Ward, best known for her television roles as Lily Sammler on Once and Again and Teddy Reed onSisters, said the book idea sprang from an appearance on Oprah. Afterward, a publisher contacted Ward. “What came up was this theme in my life of returning home,” she said. “At first, I thought, why don’t we do a coffee table book with lots of pictures. I really had no intentions of delving deep into my life like that.”

It turned into a 257-page account of Ward’s take on home and family. “It’s not an autobiography,” she said. “It’s really more broad strokes of things than anything incredibly personal, but it was hard for me to give even that much. I am really a very private person. The publisher kept saying to me, ‘you can’t write about this perspective of home if you are not giving them your perspective of home.'”

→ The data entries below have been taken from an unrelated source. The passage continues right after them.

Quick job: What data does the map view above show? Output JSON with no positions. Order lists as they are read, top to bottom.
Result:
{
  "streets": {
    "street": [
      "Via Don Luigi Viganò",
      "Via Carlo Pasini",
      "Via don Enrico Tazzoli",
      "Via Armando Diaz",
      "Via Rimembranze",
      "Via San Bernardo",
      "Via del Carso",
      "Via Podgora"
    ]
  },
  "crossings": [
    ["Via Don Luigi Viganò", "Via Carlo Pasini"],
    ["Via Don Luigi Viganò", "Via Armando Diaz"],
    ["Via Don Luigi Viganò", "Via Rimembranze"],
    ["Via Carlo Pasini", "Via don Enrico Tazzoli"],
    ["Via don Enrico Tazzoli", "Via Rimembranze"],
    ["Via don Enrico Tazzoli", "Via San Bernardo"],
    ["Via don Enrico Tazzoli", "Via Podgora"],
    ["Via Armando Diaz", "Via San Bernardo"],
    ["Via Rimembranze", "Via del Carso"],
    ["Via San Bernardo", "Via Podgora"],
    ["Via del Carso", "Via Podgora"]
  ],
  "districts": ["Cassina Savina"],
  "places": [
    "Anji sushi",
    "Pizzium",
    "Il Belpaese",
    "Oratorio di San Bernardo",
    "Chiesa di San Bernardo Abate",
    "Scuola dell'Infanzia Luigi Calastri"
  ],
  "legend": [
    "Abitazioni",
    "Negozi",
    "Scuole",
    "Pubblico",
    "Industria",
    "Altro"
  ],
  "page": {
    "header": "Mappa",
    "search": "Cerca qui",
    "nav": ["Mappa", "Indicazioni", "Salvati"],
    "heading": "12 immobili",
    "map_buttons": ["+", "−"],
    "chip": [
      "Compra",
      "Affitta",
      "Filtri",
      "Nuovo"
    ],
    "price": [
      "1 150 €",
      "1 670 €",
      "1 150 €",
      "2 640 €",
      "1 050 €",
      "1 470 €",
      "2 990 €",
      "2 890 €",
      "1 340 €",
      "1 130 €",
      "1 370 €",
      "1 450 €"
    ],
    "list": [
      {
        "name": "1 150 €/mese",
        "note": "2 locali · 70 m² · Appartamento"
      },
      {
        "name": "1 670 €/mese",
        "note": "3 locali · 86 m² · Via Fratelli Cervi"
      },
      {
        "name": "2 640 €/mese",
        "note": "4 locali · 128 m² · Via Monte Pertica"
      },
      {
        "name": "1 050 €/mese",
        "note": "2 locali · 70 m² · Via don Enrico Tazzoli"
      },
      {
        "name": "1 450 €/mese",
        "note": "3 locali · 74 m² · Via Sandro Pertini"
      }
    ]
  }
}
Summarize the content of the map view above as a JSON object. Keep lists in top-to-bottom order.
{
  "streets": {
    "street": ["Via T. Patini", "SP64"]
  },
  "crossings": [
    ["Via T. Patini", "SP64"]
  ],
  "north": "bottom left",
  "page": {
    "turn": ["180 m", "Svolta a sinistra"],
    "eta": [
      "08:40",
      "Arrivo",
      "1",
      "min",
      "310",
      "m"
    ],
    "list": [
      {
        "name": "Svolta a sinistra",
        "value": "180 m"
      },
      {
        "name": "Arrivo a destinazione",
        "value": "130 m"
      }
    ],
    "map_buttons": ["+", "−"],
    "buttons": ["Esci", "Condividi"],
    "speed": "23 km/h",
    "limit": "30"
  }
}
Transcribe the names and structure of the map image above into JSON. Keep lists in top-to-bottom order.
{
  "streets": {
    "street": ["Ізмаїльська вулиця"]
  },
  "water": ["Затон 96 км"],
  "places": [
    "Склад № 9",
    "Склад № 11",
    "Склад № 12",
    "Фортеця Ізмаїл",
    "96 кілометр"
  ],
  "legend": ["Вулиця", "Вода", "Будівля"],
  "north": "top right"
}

The perspective Ward gives of home is a warm one, growing up as the oldest of four children in Meridian, Miss., the daughter of an electrical engineer and a homemaker. The book is peppered with memories of playing with her siblings in the woods behind their house, spend-the-night parties with friends, and chasing the “bug truck” as it sprayed insecticide to reduce Meridian’s mosquito population.

But amidst tales of her palate’s pleasure for Southern cooking, charm school and her take on the extra sense of belonging a deeply Southern childhood can provide, Ward addresses some of the less than picturesque things in her life. She relays joining a social service club during high school and how two girls forced her to wear an “I’m Beautiful and I Know It” sign for the weeklong initiation. “At the age of fourteen,” Ward writes, “it truly felt as if they were murdering my soul.” Ward also tells her readers, in some detail, many conversations between her and her siblings as they surround her dying mother’s bedside during her 2002 illness.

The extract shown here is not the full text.